Watch: Congressional Democrats Tell Trump to End Travel Ban
“My experience pales in comparison to the vast majority affected by this order: the people who were sent back,” she said in a written statement to VOA. “To me this is a misguided policy targeting people from countries like my own, Sudan, where people are fleeing injustice, war and persecution.”
Elamin is one of tens of thousands of immigrants and visitors from countries affected by the president’s order. The order prohibits people from seven African and Middle Eastern countries from entering the United States for 90 days and halts the U.S. refugee resettlement for 120 days.
U.S. opinion evenly split
The order caused widespread chaos at airports over the weekend and prompted mass demonstrations in major U.S. cities. But many Americans are in favor of the order, according to a poll released Wednesday that showed public support at about 50 percent.
Murshid Barud, a Minnesota resident of Somali origin, backs the president’s action. Barud, who sits on the executive committee of the state’s Republican Party, says the best thing the United States can do is to help the Somalis already living here assimilate, instead of taking in more refugees.
“Those folks should be [examining] how we reintegrate those kids that are already here in the United States with no high school diploma, with no education, with no path to successful life, instead of bringing refugees that are going to have a very hard time in these tough times in the United States,” he told VOA.
Barud said the hundreds of thousands of Somali refugees across the Horn of Africa should try to build new lives in Somalia, despite the chronic chaos and violence there.
“Anybody who cares about the Somali refugees should actually help them resettle in their own home country,” he said. “And make sure that there is peace, security and prosperity in their home country."
Others say Trump’s intent has been distorted as being against Islam. This is partially due to the inflammatory rhetoric Trump used on the campaign trail.
But Mesfin Beshir, an Ethiopian-American and former refugee who ran for a state Senate seat in Massachusetts as a Republican, said he doesn’t believe the order is discriminatory against Islam.
“I think he's trying to act for prevention,” he said. “He is being proactive rather than reactive.”
African immigrant Charles Kambanda, an attorney of Rwandan origin practicing in New York, said the order is simply an expansion of policies under former President Barack Obama that identified people from the seven countries covered by Trump’s order for additional screening and questioning.
Kambanda pointed out that although the United States is a generous country that has historically taken in refugees, it has no obligation to do so if that could put its citizens at risk.
Does the order protect Americans?
Protecting Americans was the reason Trump cited for his directives. All of the countries affected by the travel ban have a history of hosting or supporting groups the United States has designated as terrorist, most notably al-Qaida and Islamic State.
However, John Cohen, former counterterrorism coordinator and acting undersecretary for intelligence and analysis at the U.S. Department of Homeland Security, said the order actually represents a break from the best practices adopted for screenings in recent years.

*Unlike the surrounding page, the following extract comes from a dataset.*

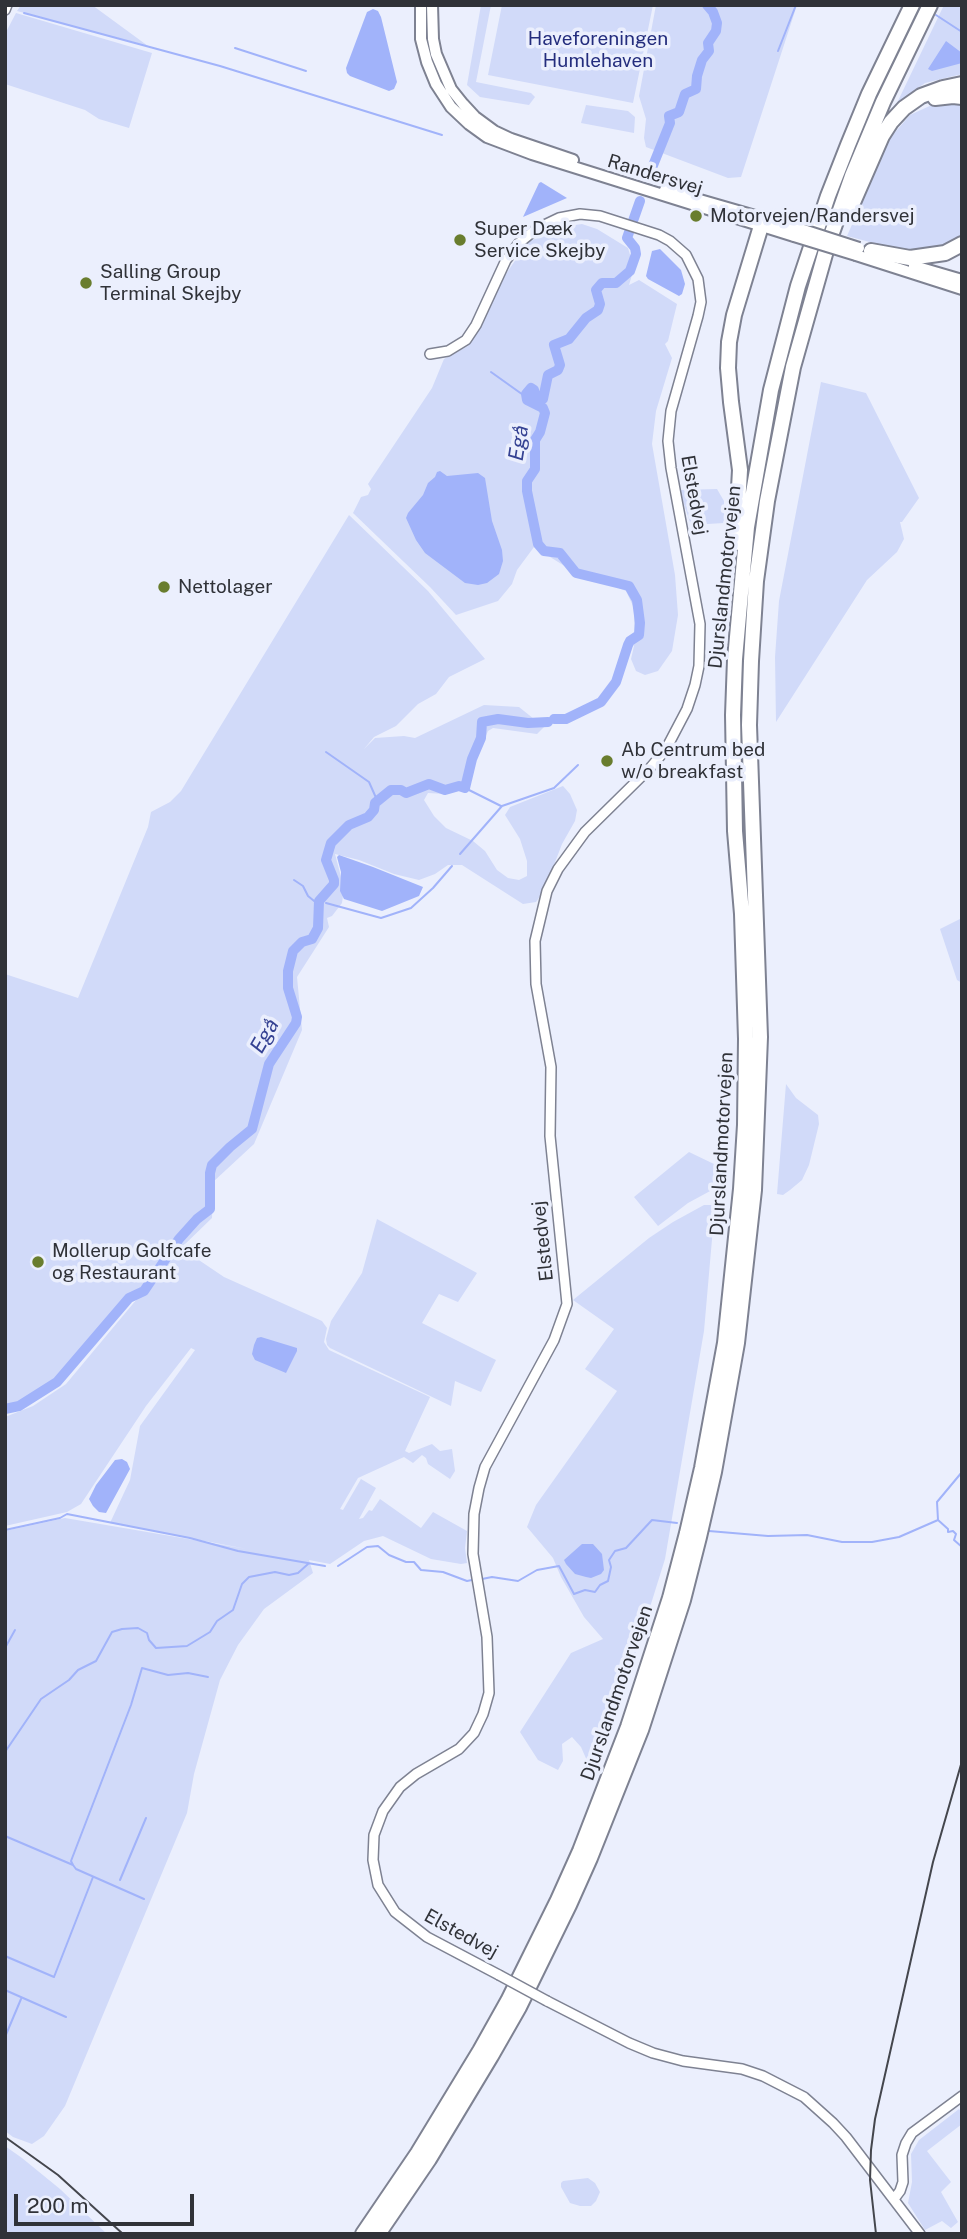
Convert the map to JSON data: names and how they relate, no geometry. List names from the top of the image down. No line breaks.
{"streets":{"highway":["Djurslandmotorvejen"],"main road":["Randersvej"],"street":["Elstedvej"]},"water":["Egå"],"parks":["Haveforeningen Humlehaven"],"places":["Motorvejen/Randersvej","Super Dæk Service Skejby","Salling Group Terminal Skejby","Nettolager","Ab Centrum bed w/o breakfast","Mollerup Golfcafe og Restaurant"],"scale_bar":"200 m"}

Authorities have moved away from country-specific vetting programs and focused more on intelligence-driven vetting based on the travel patterns and behaviors of potential terrorists, he said.

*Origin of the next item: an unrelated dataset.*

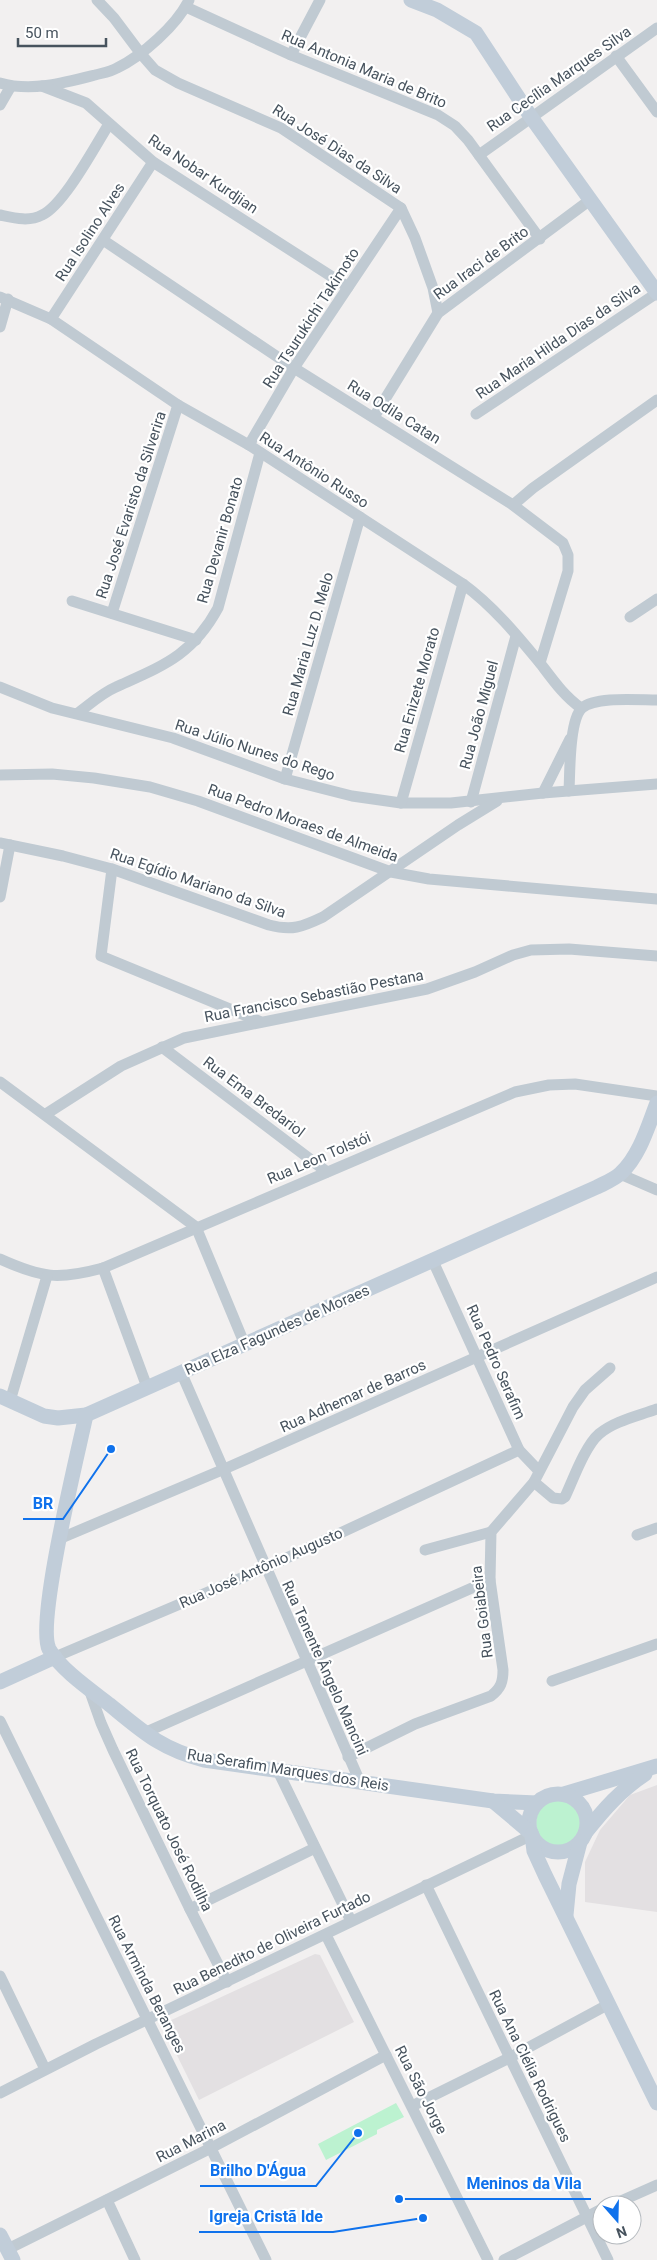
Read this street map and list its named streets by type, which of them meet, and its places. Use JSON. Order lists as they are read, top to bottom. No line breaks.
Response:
{"streets":{"street":["Rua Antonia Maria de Brito","Rua Cecília Marques Silva","Rua José Dias da Silva","Rua Nobar Kurdjian","Rua Isolino Alves","Rua Iraci de Brito","Rua Tsurukichi Takimoto","Rua Maria Hilda Dias da Silva","Rua Odila Catan","Rua Antônio Russo","Rua José Evaristo da Silverira","Rua Devanir Bonato","Rua Maria Luz D. Melo","Rua Enizete Morato","Rua João Miguel","Rua Júlio Nunes do Rego","Rua Pedro Moraes de Almeida","Rua Egídio Mariano da Silva","Rua Francisco Sebastião Pestana","Rua Ema Bredariol","Rua Leon Tolstói","Rua Elza Fagundes de Moraes","Rua Pedro Serafim","Rua Adhemar de Barros","Rua José Antônio Augusto","Rua Goiabeira","Rua Tenente Ângelo Mancini","Rua Serafim Marques dos Reis","Rua Torquato José Rodilha","Rua Benedito de Oliveira Furtado","Rua Arminda Beranges","Rua Ana Clélia Rodrigues","Rua São Jorge","Rua Marina"]},"crossings":[["Rua Antonia Maria de Brito","Rua Cecília Marques Silva"],["Rua Antonia Maria de Brito","Rua Iraci de Brito"],["Rua José Dias da Silva","Rua Iraci de Brito"],["Rua José Dias da Silva","Rua Tsurukichi Takimoto"],["Rua Nobar Kurdjian","Rua Isolino Alves"],["Rua Nobar Kurdjian","Rua Tsurukichi Takimoto"],["Rua Isolino Alves","Rua Odila Catan"],["Rua Isolino Alves","Rua Antônio Russo"],["Rua Iraci de Brito","Rua Odila Catan"],["Rua Tsurukichi Takimoto","Rua Odila Catan"],["Rua Tsurukichi Takimoto","Rua Antônio Russo"],["Rua Odila Catan","Rua Antônio Russo"],["Rua Antônio Russo","Rua José Evaristo da Silverira"],["Rua Antônio Russo","Rua Devanir Bonato"],["Rua Antônio Russo","Rua Maria Luz D. Melo"],["Rua Antônio Russo","Rua Enizete Morato"],["Rua Antônio Russo","Rua João Miguel"],["Rua Devanir Bonato","Rua Júlio Nunes do Rego"],["Rua Maria Luz D. Melo","Rua Júlio Nunes do Rego"],["Rua Enizete Morato","Rua Júlio Nunes do Rego"],["Rua João Miguel","Rua Júlio Nunes do Rego"],["Rua Júlio Nunes do Rego","Rua Egídio Mariano da Silva"],["Rua Pedro Moraes de Almeida","Rua Egídio Mariano da Silva"],["Rua Francisco Sebastião Pestana","Rua Ema Bredariol"],["Rua Ema Bredariol","Rua Leon Tolstói"],["Rua Elza Fagundes de Moraes","Rua Pedro Serafim"],["Rua Elza Fagundes de Moraes","Rua Tenente Ângelo Mancini"],["Rua Pedro Serafim","Rua Adhemar de Barros"],["Rua Pedro Serafim","Rua José Antônio Augusto"],["Rua Adhemar de Barros","Rua Tenente Ângelo Mancini"],["Rua José Antônio Augusto","Rua Tenente Ângelo Mancini"],["Rua José Antônio Augusto","Rua Serafim Marques dos Reis"],["Rua Goiabeira","Rua Tenente Ângelo Mancini"],["Rua Tenente Ângelo Mancini","Rua Serafim Marques dos Reis"],["Rua Serafim Marques dos Reis","Rua Torquato José Rodilha"],["Rua Serafim Marques dos Reis","Rua Benedito de Oliveira Furtado"],["Rua Torquato José Rodilha","Rua Benedito de Oliveira Furtado"],["Rua Benedito de Oliveira Furtado","Rua Arminda Beranges"],["Rua Benedito de Oliveira Furtado","Rua Ana Clélia Rodrigues"],["Rua Benedito de Oliveira Furtado","Rua São Jorge"],["Rua Arminda Beranges","Rua Marina"],["Rua São Jorge","Rua Marina"]],"places":["BR","Brilho D'Água","Meninos da Vila","Igreja Cristã Ide"],"scale_bar":"50 m","north":"bottom"}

Cohen said that using such information helps officials focus their attention on people most likely to pose a threat.
“The problem with country-based vetting or country-based restrictions is that you are negatively impacting a large number of people who've done nothing wrong,” he said.

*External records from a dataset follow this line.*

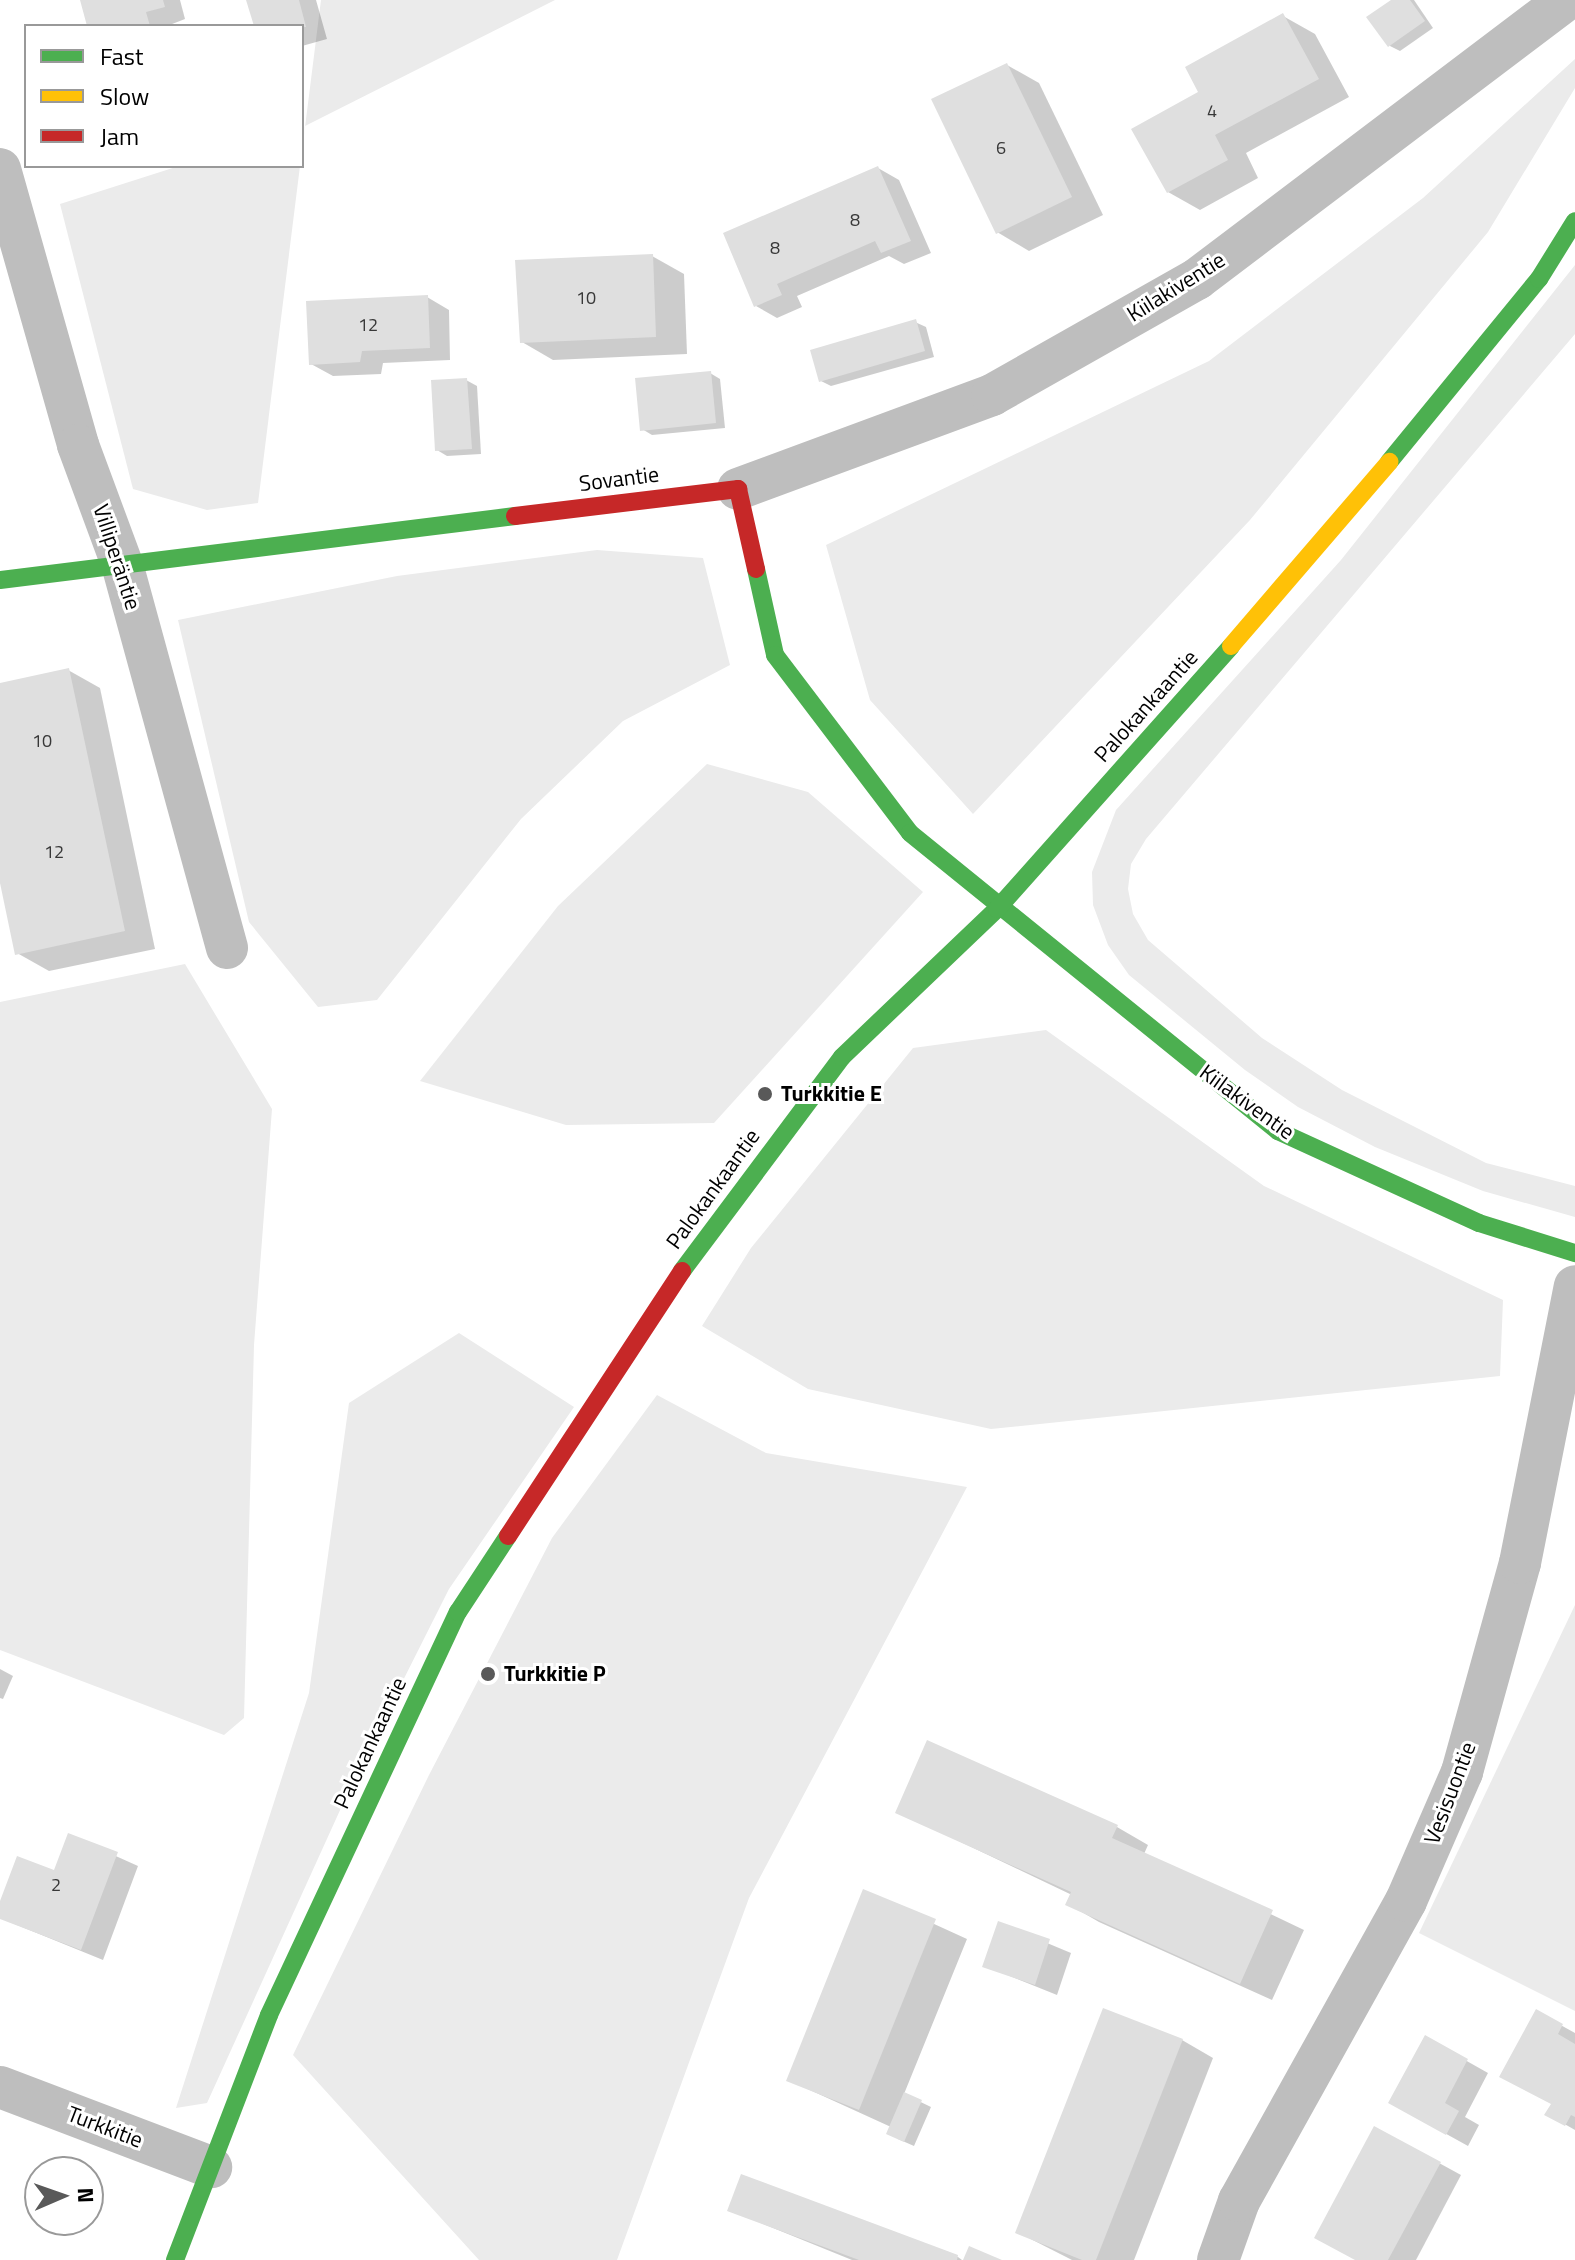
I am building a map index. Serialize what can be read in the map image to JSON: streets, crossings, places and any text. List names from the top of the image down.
{
  "streets": {
    "main road": ["Kiilakiventie", "Sovantie", "Palokankaantie"],
    "street": ["Villiperäntie", "Vesisuontie", "Turkkitie"]
  },
  "crossings": [
    ["Kiilakiventie", "Sovantie"],
    ["Kiilakiventie", "Palokankaantie"],
    ["Sovantie", "Villiperäntie"],
    ["Palokankaantie", "Turkkitie"]
  ],
  "places": ["Turkkitie E", "Turkkitie P"],
  "house_numbers": [
    "4",
    "6",
    "8",
    "8",
    "10",
    "12",
    "10",
    "12",
    "2"
  ],
  "legend": ["Fast", "Slow", "Jam"],
  "north": "right"
}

The order also creates ill will toward the United States, Cohen said, and does nothing to address the most likely perpetrators of future attacks: lone wolf attackers already living in the country.
“The primary terrorist threat facing the United States today comes from individuals who are already here, who become inspired by what they see on the internet and who carry out terrorist attacks in this country independent of any foreign terrorist organization,” Cohen said.
During the past two years, the United States has seen multiple attacks by people who fit that description, he said, such as the man who opened fire inside Orlando’s Pulse nightclub, killing nearly 50 people.
So Cohen is not a believer in Trump’s directives.
“This order, in particular the restrictions of travel from these countries, will do nothing to address that serious threat currently facing the U.S.,” he said.